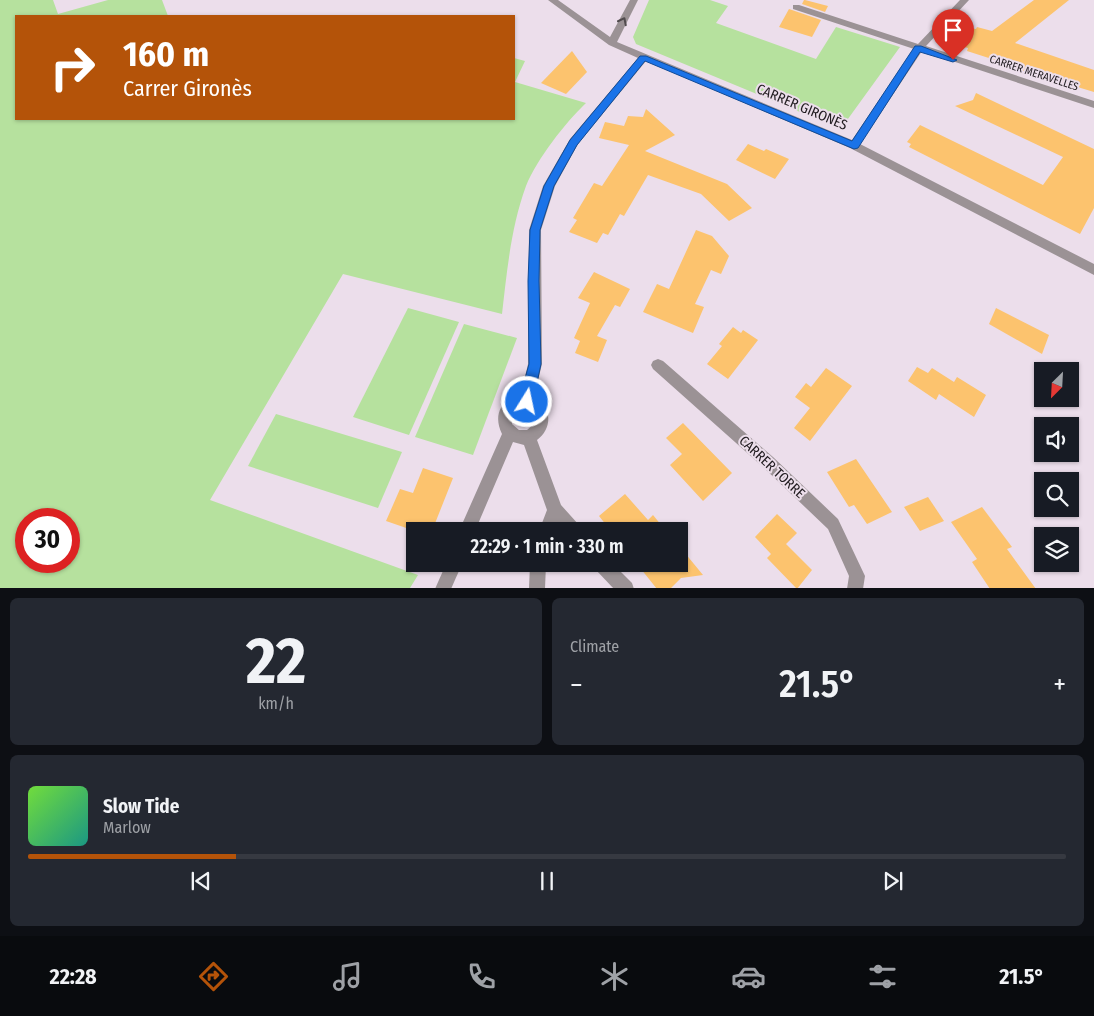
<!DOCTYPE html>
<html lang="en">
<head>
<meta charset="utf-8">
<style>
  :root { --surface:#171b24; --page:#242831; --text:#f1f3f6; --muted:#9ea1a6; --line:#363941; --accent:#b45309 }
  body { margin:0; font-family:"Fira Sans Condensed",sans-serif; background:var(--page); color:var(--text); height:100vh; display:flex; flex-direction:column; font-size:19px; white-space:nowrap }
  * { box-sizing:border-box; margin:0 }
  p { font-size:16px; color:var(--muted) }
  .icon { flex:none; width:28px; height:28px; fill:none; stroke:currentColor; stroke-width:2; stroke-linecap:round; stroke-linejoin:round }
  .map { position:relative; height:588px; overflow:hidden }
  .drawer { display:flex; flex-direction:column; gap:10px; padding:10px; background:#0d0f14; flex:1 }
  .drawer>* { flex:none }
  .guide { position:absolute; left:15px; top:15px; width:500px; height:105px; border-radius:0px; box-shadow:0 1px 4px #0004; background:#b45309; color:#fff; overflow:hidden }
  .needle { width:32px; rotate:204deg }
  .controls { position:absolute; left:1034px; top:362px; display:grid; gap:10px }
  .controls a { display:grid; place-items:center; width:45px; height:45px; border-radius:0px; background:var(--surface); box-shadow:0 1px 4px #0004; font-size:25px }
  .speed { position:absolute; left:15px; top:508px; display:flex; gap:10px; font-size:25px; font-weight:700; text-align:center }
  .speed>* { display:grid; place-content:center; width:65px; height:65px; border-radius:50%; background:var(--surface); box-shadow:0 1px 4px #0004; line-height:1 }
  .speed .limit { border:8px solid #d22; background:#fff; color:#111 }
  .pin { position:absolute; display:grid; place-items:center; width:42px; height:42px; color:#fff; margin:-51px -21px; border-radius:50% 50% 50% 0; rotate:-45deg; box-shadow:0 0 5px #0007 }
  .pin .icon { rotate:45deg }
  .me { position:absolute; width:55px; margin:-28px; rotate:10deg; stroke-linejoin:round; filter:drop-shadow(0 0 4px #0008) }
  .turn { display:flex; align-items:center; gap:18px; height:105px; padding:0 25px; font-size:22px }
  .turn .icon { width:65px; height:65px; stroke-width:2.5 }
  .turn b { display:block; font-size:35px; line-height:42px }
  .big { font-size:38px; font-weight:600; line-height:1.1 }
  .drawer .widget { flex:1; display:flex; flex-direction:column; justify-content:center; gap:8px; min-width:0; padding:0 18px; border-radius:8px; background:var(--page) }
  .drawer .dial { align-items:center; gap:0 }
  .dial b { font-size:65px; line-height:1 }
  .song { display:flex; align-items:center; gap:15px }
  .cover { width:60px; height:60px; border-radius:8px; background:linear-gradient(135deg,hsl(100 70% 55%),hsl(170 70% 35%)) }
  .played { height:5px; border-radius:2px; background:linear-gradient(90deg,var(--accent) 20%,var(--line) 20%) }
  .keys { display:flex; justify-content:space-around; direction:ltr }
  .heat { display:flex; justify-content:space-between; align-items:center; font-size:28px; direction:ltr }
  .drawer .tiles { flex:1; display:grid; gap:10px; grid-template-columns:1fr 1fr }
  .widget:last-child { grid-column:span 2 }
  .trip { position:absolute; left:406px; top:522px; width:282px; height:50px; border-radius:0px; background:var(--surface); box-shadow:0 1px 4px #0004; font-weight:600; line-height:50px; text-align:center }
  .tabs { display:flex; height:80px; justify-content:space-around; align-items:center; background:#090b0e; color:var(--muted) }
  .tabs .icon { width:35px; height:35px }
  .tabs .current { color:var(--accent) }
  .tabs b { font-size:22px; color:var(--text) }
  .map>svg:first-child { display:block }
  .green { fill:#b6e19e; fill-rule:evenodd }
  .building { fill:#fcc36e }
  .lines { fill:none; stroke-linecap:round; stroke-linejoin:round }
  .street { fill:#9b9295; fill-rule:evenodd }
  .oneway { stroke:#514b4e }
  .route { fill:#1a73e8; stroke:#114b97 }
  .labels { text-anchor:middle; dominant-baseline:central; stroke-width:4; stroke-linejoin:round; paint-order:stroke }
  .far-street-label { font-size:11px; fill:#201b1f; stroke:#ecdeeb }
  .street-label { font-size:14px; fill:#201b1f; stroke:#ecdeeb }
</style>
</head>
<body>
<div class="map">
<svg width="1094" height="589" viewBox="0 0 1094 589">
  <rect width="100%" height="100%" fill="#ecdeeb"/>
  <g class="green">
    <path d="M0,0H53L58,14L108,0H162L168,16H16V119H514V58L525,61L515,82L586,103C565,123 537,159 526,186C511,227 507,271 502,314L343,274L210,500L418,575L410,588H0ZM26,519H69V561H26Z"/>
    <path d="M649,0H710L728,6L716,23L816,59L836,27L900,47L845,123L829,124L636,44L633,37Z"/>
    <path d="M408,308L459,322L409,435L353,417Z"/>
    <path d="M464,324L517,338L473,455L415,437Z"/>
    <path d="M276,414L402,452L378,508L248,466Z"/>
  </g>
  <g class="building">
    <path d="M804,0H805L828,6L825,12L802,4Z"/>
    <path d="M1034,0H1069L1015,43L1094,70V92L994,62L995,60L967,51L968,48L964,47L970,28L976,29L977,27L992,31Z"/>
    <path d="M789,9L821,20L812,37L779,27Z"/>
    <path d="M572,51L587,72L566,94L541,83Z"/>
    <path d="M976,93L1094,149V208L1080,234L909,147L911,144L907,142L920,125L1043,185L1063,157L955,106L973,100Z"/>
    <path d="M646,109L675,135L645,151L727,184L752,208L729,221L701,194L648,175L624,216L620,214L608,235L603,233L597,243L569,232L577,220L573,218L594,183L602,186L629,145L599,138L605,122L624,126L628,116L643,117Z"/>
    <path d="M748,144L764,151L766,149L789,159L775,179L736,160Z"/>
    <path d="M696,230L712,236L729,256L721,274L711,270L695,304L704,307L693,333L643,312L657,284L669,289Z"/>
    <path d="M594,272L630,289L620,307L615,305L597,336L607,340L598,362L575,353L580,341L574,338L590,303L578,298Z"/>
    <path d="M996,308L1049,335L1042,354L989,324Z"/>
    <path d="M733,327L741,333L743,330L758,340L728,379L707,364L722,346L719,344Z"/>
    <path d="M917,367L928,373L932,368L954,382L957,377L986,395L974,417L939,394L936,400L908,381Z"/>
    <path d="M826,368L852,386L810,441L794,428L810,408L795,397L806,383L811,387Z"/>
    <path d="M683,423L732,473L703,501L670,465L682,454L666,438Z"/>
    <path d="M856,459L892,512L867,524L854,505L849,507L827,472Z"/>
    <path d="M423,468L453,478L432,531H415L386,521L400,489L413,493Z"/>
    <path d="M625,494L648,520L653,515L666,531H611L599,516Z"/>
    <path d="M928,497L944,521L920,531L904,507Z"/>
    <path d="M982,507L1012,547L1007,549L1036,589H990L972,562L977,559L951,522Z"/>
    <path d="M777,514L797,533L786,544L812,570L797,589L767,558L771,554L755,537Z"/>
    <path d="M680,547L703,575L681,578L670,589H657L637,564H680Z"/>
  </g>
  <g class="lines">
    <g class="street">
      <path d="M548,0H558L610,37L630,0H638L617,42L852,140L914,49L793,9V5H799L918,44L960,0H969L926,46L1094,101V108L922,51L860,144L1094,264V275L850,148L646,61L578,144L555,186L541,230L542,364L534,397C552,405 553,429 537,440L561,505L579,525L581,531H563L557,524L555,531H539L547,510L524,445L513,442L475,531H459L502,434C493,416 500,399 521,394L528,364L529,230L543,186L570,139L638,58L609,45ZM519,407H527L534,414V424L527,430H519L512,424V414Z"/>
      <path d="M658,359L663,361L773,457L838,519L865,576L863,589H847L849,576L828,529L763,467L653,369L651,365L653,361Z"/>
      <path d="M446,564H462L451,589H435Z"/>
      <path d="M530,564H546L545,589H529Z"/>
      <path d="M594,564H613L632,583L634,589H614L596,570Z"/>
    </g>
  </g>
  <defs><path id="oneway-chevron" d="M-2-3.5L2.5 0L-2 3.5" fill="none" stroke-width="1.6" stroke-linecap="round" stroke-linejoin="round" transform="scale(1.25)"/></defs>
  <use class="oneway" href="#oneway-chevron" transform="translate(623 21) rotate(-63)"/>
  <path class="route" d="M915,46H921L957,60L953,62L920,52L858,148L854,149L645,61L577,145L554,186L540,230L539,281L541,364L532,406L527,408L523,406L521,393L529,364L528,281L530,230L544,186L570,140L640,56H646L852,141Z"/>
  <g class="labels">
    <g class="far-street-label">
      <text transform="translate(1034 73) rotate(18)">CARRER MERAVELLES</text>
    </g>
    <g class="street-label">
      <text transform="translate(802 107) rotate(23)">CARRER GIRONÈS</text>
      <text transform="translate(772 467) rotate(43)">CARRER TORRE</text>
    </g>
  </g>
</svg>
<div class="controls">
<a><svg class="needle" viewBox="-14 -14 28 28"><path d="M0-13l5 13h-10z" fill="#e53935"/><path d="M0 13l5-13h-10z" fill="#9ea1a6"/></svg></a>
<a><svg class="icon" aria-label="sound" viewBox="0 0 24 24"><path d="M4 9h4l5-4v14l-5-4H4zM17 9q2 3 0 6"/></svg></a>
<a><svg class="icon" aria-label="search" viewBox="0 0 24 24"><circle cx="10" cy="10" r="6"/><path d="M15 15l6 6"/></svg></a>
<a><svg class="icon" aria-label="layers" viewBox="0 0 24 24"><path d="M12 4l9 5-9 5-9-5zM3 14l9 5 9-5"/></svg></a>
</div>
<div class="speed"><div class="limit">30</div></div>
<div class="pin" style="left:953px;top:60px;background:#d93025"><svg class="icon" aria-label="arrive" viewBox="0 0 24 24"><path d="M6 21V4h12l-3 4 3 4H6"/></svg></div>
<svg class="me" style="left:527px;top:402px" viewBox="-20 -20 40 40"><circle r="17" fill="#1a73e8" stroke="#fff" stroke-width="3"/><path d="M0-11L8 9 0 5-8 9z" fill="#fff"/></svg>
<div class="trip">22:29 · 1 min · 330 m</div>
<div class="guide">
<div class="turn"><svg class="icon" aria-label="right" viewBox="0 0 24 24"><path d="M7 20v-9h11M14 6l5 5-5 5"/></svg><div><b>160 m</b>Carrer Gironès</div></div>
</div>
</div>
<section class="drawer">
<div class="tiles">
<div class="widget dial"><b>22</b><p>km/h</p></div>
<div class="widget"><p>Climate</p>
<div class="heat"><a>−</a><b class="big">21.5°</b><a>+</a></div>
</div>
<div class="widget">
<div class="song"><i class="cover"></i><div><b>Slow Tide</b><p>Marlow</p></div></div>
<div class="played"></div>
<div class="keys"><svg class="icon" aria-label="previous" viewBox="0 0 24 24"><path d="M18 5L8 12l10 7zM5 5v14"/></svg><svg class="icon" aria-label="pause" viewBox="0 0 24 24"><path d="M8 5v14M16 5v14"/></svg><svg class="icon" aria-label="next" viewBox="0 0 24 24"><path d="M6 5l10 7-10 7zM19 5v14"/></svg></div>
</div>
</div>
</section>
<nav class="tabs">
<b>22:28</b>
<svg class="icon current" aria-label="directions" viewBox="0 0 24 24"><path d="M12 3l9 9-9 9-9-9zM9 14v-3h6M13 9l2 2-2 2"/></svg>
<svg class="icon" aria-label="music" viewBox="0 0 24 24"><path d="M9 18V5l10-2v13"/><circle cx="6" cy="18" r="3"/><circle cx="16" cy="16" r="3"/></svg>
<svg class="icon" aria-label="phone" viewBox="0 0 24 24"><path d="M5 4h4l2 5-3 2q2 4 5 5l2-3 5 2v4C11 20 4 13 5 4z"/></svg>
<svg class="icon" aria-label="climate" viewBox="0 0 24 24"><path d="M12 3v18M4 7l16 10M4 17L20 7"/></svg>
<svg class="icon" aria-label="car" viewBox="0 0 24 24"><path d="M5 17H2v-5l4-1 3-4h7l3 4 3 1v5h-3M9 17h6M6 11h13"/><circle cx="7" cy="17" r="2"/><circle cx="17" cy="17" r="2"/></svg>
<svg class="icon" aria-label="filters" viewBox="0 0 24 24"><path d="M4 7h16M4 17h16"/><circle cx="9" cy="7" r="2"/><circle cx="15" cy="17" r="2"/></svg>
<b>21.5°</b>
</nav>
</body>
</html>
______
Look above for the line with "font-size:38px; font-weight:600; line-height:1.1" and the line with "width:60px; height:60px; border-radius:8px;"; transcribe both and all lines in between, exactly, and nothing else.

## Task solution
  .big { font-size:38px; font-weight:600; line-height:1.1 }
  .drawer .widget { flex:1; display:flex; flex-direction:column; justify-content:center; gap:8px; min-width:0; padding:0 18px; border-radius:8px; background:var(--page) }
  .drawer .dial { align-items:center; gap:0 }
  .dial b { font-size:65px; line-height:1 }
  .song { display:flex; align-items:center; gap:15px }
  .cover { width:60px; height:60px; border-radius:8px; background:linear-gradient(135deg,hsl(100 70% 55%),hsl(170 70% 35%)) }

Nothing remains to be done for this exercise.